卒寿とは。。。ご存じかもしれませんが、九十をたてに並べると
俗字の卆という字になることから、90歳を迎えたお祝いの事を
言います。
母がこの3月で90歳を迎え、卒寿のお祝いを孫たち3人と犬2匹と
私たち夫婦でお祝いしました。
大正、昭和のはじめとのんびりとした時代を過ごし、激動の
第二次大戦をくぐりぬけ、復興の日本を支え、オイルショック、バブルの時代と
100年近くの日本の移り変わりを見てきたことを思うと、心に迫るものがあります。。。

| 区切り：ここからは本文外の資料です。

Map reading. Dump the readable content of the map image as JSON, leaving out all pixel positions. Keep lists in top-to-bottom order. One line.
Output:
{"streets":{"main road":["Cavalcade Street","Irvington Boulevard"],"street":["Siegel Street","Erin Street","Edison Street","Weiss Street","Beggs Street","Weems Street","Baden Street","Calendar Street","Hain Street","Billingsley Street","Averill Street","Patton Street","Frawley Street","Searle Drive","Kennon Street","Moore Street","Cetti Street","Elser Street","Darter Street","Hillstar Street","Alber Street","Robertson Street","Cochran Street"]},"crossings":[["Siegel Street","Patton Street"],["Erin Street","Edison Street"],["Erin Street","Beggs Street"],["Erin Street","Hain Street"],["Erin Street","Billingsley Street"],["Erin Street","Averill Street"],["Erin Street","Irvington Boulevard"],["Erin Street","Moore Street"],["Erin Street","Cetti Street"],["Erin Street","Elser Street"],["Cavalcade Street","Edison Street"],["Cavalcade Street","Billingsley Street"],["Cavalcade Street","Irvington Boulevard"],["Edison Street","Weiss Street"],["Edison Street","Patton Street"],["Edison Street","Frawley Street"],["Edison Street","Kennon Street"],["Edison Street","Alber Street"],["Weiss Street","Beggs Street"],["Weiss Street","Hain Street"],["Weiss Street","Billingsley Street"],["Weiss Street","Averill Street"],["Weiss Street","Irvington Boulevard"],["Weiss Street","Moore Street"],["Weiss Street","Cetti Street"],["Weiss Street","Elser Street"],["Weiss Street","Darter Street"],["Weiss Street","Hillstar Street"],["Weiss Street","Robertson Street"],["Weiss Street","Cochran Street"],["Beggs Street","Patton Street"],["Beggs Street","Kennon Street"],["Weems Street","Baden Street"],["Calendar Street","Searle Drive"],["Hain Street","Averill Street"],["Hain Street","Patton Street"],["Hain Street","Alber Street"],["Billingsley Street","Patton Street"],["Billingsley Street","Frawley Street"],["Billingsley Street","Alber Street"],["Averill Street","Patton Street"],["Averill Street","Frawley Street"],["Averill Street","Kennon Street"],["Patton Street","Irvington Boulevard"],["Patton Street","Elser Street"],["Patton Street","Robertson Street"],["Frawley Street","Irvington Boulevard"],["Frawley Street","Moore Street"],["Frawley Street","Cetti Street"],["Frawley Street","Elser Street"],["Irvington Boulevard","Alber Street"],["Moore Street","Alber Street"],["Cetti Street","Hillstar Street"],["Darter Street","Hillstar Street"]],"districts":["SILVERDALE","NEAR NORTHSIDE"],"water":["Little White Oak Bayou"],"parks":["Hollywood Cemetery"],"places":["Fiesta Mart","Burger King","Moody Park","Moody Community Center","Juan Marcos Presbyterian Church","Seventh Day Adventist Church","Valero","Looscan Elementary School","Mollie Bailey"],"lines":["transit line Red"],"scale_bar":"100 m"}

戦火の中で兄を連れ、疎開し、戦争が終わっても、父は旧ソ連に抑留され、
いつ戻るかもしれぬ 不安な時を過ごしたのだそうです。
やっと戻った父は 栄養状態も悪く、なかなか子宝にも恵まれなかったそうです。
そして、 やっと授かったのが私だそうです。
そんな母は今も一人で実家で暮らしています。ヘルパーさんのお手伝いは
週に2回ほどありますが、基本的には 一人で食事を作り、洗濯もしての
一人暮らしです。私が訪ねるのも週に1度くらい。
”忘れっぽくなった”と 母は言いますが、90歳なら当たり前。。。
永年、長唄を教えてきた母はこの日、うれしさからか、久しぶりに
三味線を手にして、孫たちの前で、その腕を披露していました。

母ももちろん犬が大好き。戦後間もなく、飼ったメリーという赤茶色の犬は
ちょうどリノのように毛の長い大きな犬で、19才で虹の橋を渡りました。
私の初めての犬体験はこのメリーでした。生まれた時から この犬がいました。
この体験が私に刷り込みされているのかもしれませんね!
リノボノを連れていくとても喜んでくれます。お散歩が出来ないのが、
とても残念なよう。。。
母を見ていても、他の犬好きなお年寄りを見ていても、ほんとはこういう
人たちこそ、傍に犬が必要なのではないかと思うのです。
これからはお年寄りでも 犬が飼えるようなシステム、例えば、お散歩を
するボラがいて、様子を看てくれたり、とか。。。をなんとか、作って
いけたら、と。。。
ほんとは自分が年とっても 犬と暮らしたいからなんですけどね!

ボノ君、隠れちゃったけど 1才から90才まで 勢ぞろい!
いつまでも 元気でいてほしいと思う娘心なのでした。